Tak cukup hanya diblokir, Samuel menghimbau kepada PMO Kartu Prakerja agar mengusut kasus ini kepada pihak yang berwajib. Harapannya, agar pelaku dapat mendapatkan pelajaran dan tidak mengulangi kesalahan.

"Itu harus juga ditindaklanjuti oleh kepolisian, laporan kepolisian karena itu ada pelanggaran UUD. Kalau memblokir saja itu buat kami cepat sekali. Tapi juga harus dilakukan oleh polisi itu dicari orangnya, memang tidak mudah tapi bisa (dicari orangnya)," kata dia.

Samuel bahkan menawarkan sejumlah barang bukti tindak kejahatan pemalsuan situs Kartu Prakerjajika perkara ini diusut lebih lanjut. Data tersebut, kata Samuel, berasal dari penelusuran Kominfo sebelum melakukan pemblokiran.

“Usulan kami dari Kominfo, selain mengajukan ke kami untuk dilakukan pemblokiran, juga dilaporkan ke cyber crime sebagai tindakan pidana. Supaya ada tindak lanjutnya. Kami biasa kerja sama dengan yang namanya kepolisian khususnya cyber crime dalam menangani kejahatan-kejahatan di ruang cyber," ujar dia.

PNS Ikut Kartu Prakerja Bisa Dipenjara

Situs Kartu Prakerja.
Situs Kartu Prakerja.

Pemerintah menjalankan program Kartu Prakerja sebagai salah satu realisasi janji kampanye Presiden Joko Widodo (Jokowi ). Tujuan dari Kartu Prakerja ini untuk mengentaskan pengangguran. Namun, pada tahun ini program Kartu Prakerja diakselerasi sebagai bantuan untuk masyarakat terimbas Covid-19.

Tak disangka, program ini mendapatkan sambutan yang tinggi dari masyarakat. Tercatat, ada lebih dari 42 ribu pendaftar Kartu Prakerja dari berbagai daerah di Indonesia.

Seiring tingginya animo masyarakat, besar pula potensi kecurangan yang terjadi. Seperti pemalsuan data saat mendaftar. Sebagai catatan, Aparatus Sipil Negara (ASN) atau Pegawai Negeri Sipil (PNS) tidak termasuk sebagai yang berhak mendapatkan manfaat dari program ini.

Kepala Seksi Evaluasi dan Pelaporan Bantuan Hukum Tata Usaha Negara Kejaksaan Agung, Sunandar Pramono, mengatakan bahwa PNS yang memalsukan data untuk mendaftar Kartu Prakerja dapat melanggar aturan kode etik PNS. Sanksinya bisa dilakukan pemecatan.

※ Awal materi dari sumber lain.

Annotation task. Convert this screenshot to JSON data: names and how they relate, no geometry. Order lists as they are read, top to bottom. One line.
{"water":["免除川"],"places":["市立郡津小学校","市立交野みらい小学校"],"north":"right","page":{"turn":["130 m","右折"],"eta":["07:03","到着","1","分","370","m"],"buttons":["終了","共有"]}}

"Kalau konteksnya secara itu jelas pidana administratif dan melanggar kode etik PNS. Mereka kan ada kewajiban membawa wibawa negara. Jika tidak menjaga perlakuannya akan dikenakan hukuman kode etik," ujar Sunandar dalam diskusi panel Kartu Prakerja, Selasa (10/11/2020).

Dalam konteks formil, kata sunandar, pemalsuan data ini sudah masuk kejahatan. Berdasarkan UU ITE, Sunandar mengatakan hukumannya bisa di atas 5 tahun penjara.

“Konteks formil sudah masuk kejahatan, tapi kalo materil sudah bisa ditahan. Yang diatur pada UU kependudukan ITE itu berat bisa di atas 5 tahun," jelas Sunandar.

Jika PNS bersangkutan terlanjur mendapatkan intensif Kartu Prakerja, maka uang tersebut akan diminta untuk dikembalikan. Sebab, kasusnya masih kecil jika masuk ke dalam tindak pidana korupsi.

"Jika dalam perdata, dan mereka sudah mendapatkan uang. Tapi terlalu kecil untuk dibawa ke konteks korupsi. Paling kita minta balik uang tersebut," kata dia.